Something happens to the child that actually isn’t officially being looked after and the nanny gets sued for neglect.

It happened.

thatwouldbeanecumenicalmatter · 06/08/2020 19:28

Boss came home shortly after and the boys had taken themselves upstairs to bed in a sulk. I told him that we'd not had a very good day and explained why and he just said he would talk to them tonight. I have no idea what to do now?

So that's all he said? Confused Seems as far as your boss is concerned it'll be business as usual for you - extra work and no extra pay to reflect this.

I'd be looking for a different job.

Rainbow12e · 06/08/2020 19:31

This reply has been deleted

Message withdrawn at poster's request.

MaggieFS · 06/08/2020 19:33

Just seen your updates. Your boss is taking the mick. 8 - 4.30!! Ignoring behaviour and anything else. It is not your job to have another child for that much time. You boss needs to separate work from home life and employ someone who can sort out their own childcare.

helloareyouthere · 06/08/2020 19:34

OP, you cannot hope that by pointing out the boy's behaviour they will suddenly decide that you should no longer look after this child for free. There is no way that CF mother is going to give up two days of free childcare. Its' saving her around £100 a week! Similarly your boss, he gets to look like a good boss to his employee (who he clearly values more than you) and has his employee freed up to do the work he wants them to do.
Neither of them are going to give this up because it makes your life harder. Frankly, they have no respect for you as an employee or a profession - they see you as as mug to be taken advantage of. Or, maybe they just have so little regard for you that they have never even stopped to think that asking you to provide your service for nothing ot a second family is taking the piss.

Expecting them to suddenly develop as sense of decency and professionalism towards you clearly is not going to happen.

You have two choices -

  1. You tell them you are no longer providing your service for free to a second family you are not contracted (and perhaps not insured either) to provide a service for. You then either never take charge of that child again or set up a second full-fee contract with that second family.
  2. You continue to let them insult you and your profession by carrying on doing work for a second family for nothing. In which case, accept that you have accepted this and stop complaining about it.

Obviously I think you should do number 1. Take this as a chance to develop yourself. No-one likes confrontation but that doesn't mean you should let that fear stop you from standing up for yourself. Your whole life will be better if you are able to learn to assert yourself in a constructive, calm, but firm manner. It really will, OP. This is a learning and growth opportunity. Grasp it.

helloareyouthere · 06/08/2020 19:37

I think you are having the extra boy for too many hours. Can you cut it down to a morning or afternoon?

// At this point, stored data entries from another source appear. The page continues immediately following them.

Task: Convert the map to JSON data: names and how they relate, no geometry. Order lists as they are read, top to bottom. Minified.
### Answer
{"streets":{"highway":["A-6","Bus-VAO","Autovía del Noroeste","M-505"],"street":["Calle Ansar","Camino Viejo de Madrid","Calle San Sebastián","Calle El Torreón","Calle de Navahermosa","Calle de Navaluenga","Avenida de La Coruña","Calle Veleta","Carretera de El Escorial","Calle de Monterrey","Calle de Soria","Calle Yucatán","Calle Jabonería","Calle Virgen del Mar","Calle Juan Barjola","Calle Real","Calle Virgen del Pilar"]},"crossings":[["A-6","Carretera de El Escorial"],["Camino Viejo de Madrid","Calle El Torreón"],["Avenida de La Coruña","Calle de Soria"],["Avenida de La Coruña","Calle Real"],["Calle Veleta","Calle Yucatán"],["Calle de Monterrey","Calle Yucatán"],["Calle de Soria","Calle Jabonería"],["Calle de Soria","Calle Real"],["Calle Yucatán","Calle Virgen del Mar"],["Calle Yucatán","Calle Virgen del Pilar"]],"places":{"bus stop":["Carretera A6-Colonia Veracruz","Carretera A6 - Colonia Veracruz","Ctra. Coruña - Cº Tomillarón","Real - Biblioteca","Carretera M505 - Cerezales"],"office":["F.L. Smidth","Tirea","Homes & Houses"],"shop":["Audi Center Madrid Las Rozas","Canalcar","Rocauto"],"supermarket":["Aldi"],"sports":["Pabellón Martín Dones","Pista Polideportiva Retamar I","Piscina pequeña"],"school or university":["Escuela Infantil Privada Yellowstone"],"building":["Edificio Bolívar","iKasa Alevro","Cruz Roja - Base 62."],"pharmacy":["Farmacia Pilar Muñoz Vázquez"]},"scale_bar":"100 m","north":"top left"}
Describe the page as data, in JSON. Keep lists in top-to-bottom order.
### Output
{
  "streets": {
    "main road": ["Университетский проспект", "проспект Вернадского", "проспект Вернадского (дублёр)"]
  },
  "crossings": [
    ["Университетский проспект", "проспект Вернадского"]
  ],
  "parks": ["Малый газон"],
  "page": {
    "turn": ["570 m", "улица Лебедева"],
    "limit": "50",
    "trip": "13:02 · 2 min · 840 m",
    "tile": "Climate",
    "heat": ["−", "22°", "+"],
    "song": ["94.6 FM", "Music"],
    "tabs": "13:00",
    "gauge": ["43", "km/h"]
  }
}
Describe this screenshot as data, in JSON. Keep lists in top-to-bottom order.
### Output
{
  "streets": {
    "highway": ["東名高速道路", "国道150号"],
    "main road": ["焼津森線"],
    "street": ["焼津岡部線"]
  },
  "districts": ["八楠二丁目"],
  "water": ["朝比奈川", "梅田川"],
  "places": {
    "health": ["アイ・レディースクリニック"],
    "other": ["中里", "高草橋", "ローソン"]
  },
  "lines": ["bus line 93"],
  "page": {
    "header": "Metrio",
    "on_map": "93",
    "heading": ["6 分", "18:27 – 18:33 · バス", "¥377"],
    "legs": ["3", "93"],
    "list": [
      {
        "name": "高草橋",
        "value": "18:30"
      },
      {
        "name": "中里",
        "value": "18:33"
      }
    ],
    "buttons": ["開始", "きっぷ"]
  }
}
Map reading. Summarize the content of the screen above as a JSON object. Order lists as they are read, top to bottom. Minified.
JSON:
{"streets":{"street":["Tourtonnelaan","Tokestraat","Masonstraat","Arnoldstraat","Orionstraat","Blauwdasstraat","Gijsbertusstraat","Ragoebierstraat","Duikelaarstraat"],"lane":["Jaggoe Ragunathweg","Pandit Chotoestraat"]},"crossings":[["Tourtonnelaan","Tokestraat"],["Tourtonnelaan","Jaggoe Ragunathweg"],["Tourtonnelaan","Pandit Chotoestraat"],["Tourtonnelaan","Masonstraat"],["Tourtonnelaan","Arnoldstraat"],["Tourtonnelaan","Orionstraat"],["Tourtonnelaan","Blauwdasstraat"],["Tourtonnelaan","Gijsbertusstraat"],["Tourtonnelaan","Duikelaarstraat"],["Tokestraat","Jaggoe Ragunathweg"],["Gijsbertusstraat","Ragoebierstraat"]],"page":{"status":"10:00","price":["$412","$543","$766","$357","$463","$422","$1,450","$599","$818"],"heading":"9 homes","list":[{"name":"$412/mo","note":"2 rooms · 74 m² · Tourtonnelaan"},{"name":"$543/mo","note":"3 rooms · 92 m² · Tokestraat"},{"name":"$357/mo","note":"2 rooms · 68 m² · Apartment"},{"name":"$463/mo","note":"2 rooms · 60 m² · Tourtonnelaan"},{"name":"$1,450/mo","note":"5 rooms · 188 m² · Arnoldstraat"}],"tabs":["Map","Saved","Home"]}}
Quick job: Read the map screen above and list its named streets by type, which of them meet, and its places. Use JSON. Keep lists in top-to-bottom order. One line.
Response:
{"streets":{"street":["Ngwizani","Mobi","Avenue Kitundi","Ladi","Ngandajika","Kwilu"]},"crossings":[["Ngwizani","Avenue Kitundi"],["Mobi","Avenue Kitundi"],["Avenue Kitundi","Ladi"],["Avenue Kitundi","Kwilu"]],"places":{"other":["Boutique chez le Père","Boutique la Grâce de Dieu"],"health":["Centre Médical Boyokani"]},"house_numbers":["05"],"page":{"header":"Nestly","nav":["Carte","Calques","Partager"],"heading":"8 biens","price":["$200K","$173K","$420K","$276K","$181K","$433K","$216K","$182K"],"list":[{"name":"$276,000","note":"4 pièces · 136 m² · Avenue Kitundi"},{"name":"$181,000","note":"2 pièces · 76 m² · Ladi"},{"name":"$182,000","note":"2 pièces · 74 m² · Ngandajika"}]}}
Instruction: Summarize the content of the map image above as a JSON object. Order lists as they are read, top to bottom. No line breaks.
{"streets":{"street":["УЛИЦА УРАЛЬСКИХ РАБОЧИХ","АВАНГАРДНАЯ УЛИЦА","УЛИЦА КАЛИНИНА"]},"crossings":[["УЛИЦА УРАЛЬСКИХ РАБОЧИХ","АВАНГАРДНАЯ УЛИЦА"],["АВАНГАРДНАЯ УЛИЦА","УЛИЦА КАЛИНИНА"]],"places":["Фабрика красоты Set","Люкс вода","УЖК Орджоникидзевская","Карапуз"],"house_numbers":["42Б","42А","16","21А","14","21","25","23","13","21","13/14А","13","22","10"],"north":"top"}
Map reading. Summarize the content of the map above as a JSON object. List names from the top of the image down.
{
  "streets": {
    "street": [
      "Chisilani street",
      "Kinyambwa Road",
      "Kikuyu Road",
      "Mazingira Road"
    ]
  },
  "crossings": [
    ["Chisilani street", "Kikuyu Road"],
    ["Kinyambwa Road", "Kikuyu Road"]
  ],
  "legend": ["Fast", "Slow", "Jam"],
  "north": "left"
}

That's still piss-taking free childcare. If your boss asked you to go work for half a day a week for another organisation for no pay, what woudl you say @nicky7654

Emmelina · 06/08/2020 19:38

I’d definitely raise it with the boss.

One thing I will say though, the old “two’s company, three’s a crowd” applies very well to children! Two children can get along marvellously, or play separately. Add a third into the mix - it can be the most well behaved child in the universe - and all hell will often break loose. Ganging up. Leaving out. Things going too far because one will want to impress the friend they paired up with bb

Deadringer · 06/08/2020 19:42

You really need to just tell your boss you can no longer take the extra child. I wouldn't even give a reason, its not working out, thats it.

nothingcanhurtmewithmyeyesshut · 06/08/2020 19:42

Just call his bloody parents, tell them you need him picked up immediately as his behaviour is disgraceful and you are not being paid enough to deal with him.

Rainbow12e · 06/08/2020 19:43

This reply has been deleted

Message withdrawn at poster's request.

OhCaptain · 06/08/2020 19:47

Honestly this is insane.

You need to tell boss that you’re paid to take care of 2 dc and that’s what you’ll be doing from here on in.

Providing free childcare for someone’s little shit of a child is so, so ridiculous!

Skyla2005 · 06/08/2020 19:50

You are employed to look after the two boys. Having friends over is only ok if it’s working with you and it’s clearly not. You need to tell your boss you are very sorry but you arnt prepared to have him over again as it too stressful and her boys have a nicer day with out him. Be firm and stand up for yourself. Don’t be made to feel bad it’s not ok for them to put this on you stand your ground

nicky7654 · 06/08/2020 19:59

@helloareyouthere Yes I know.that but the OP had agreed to look after the boy.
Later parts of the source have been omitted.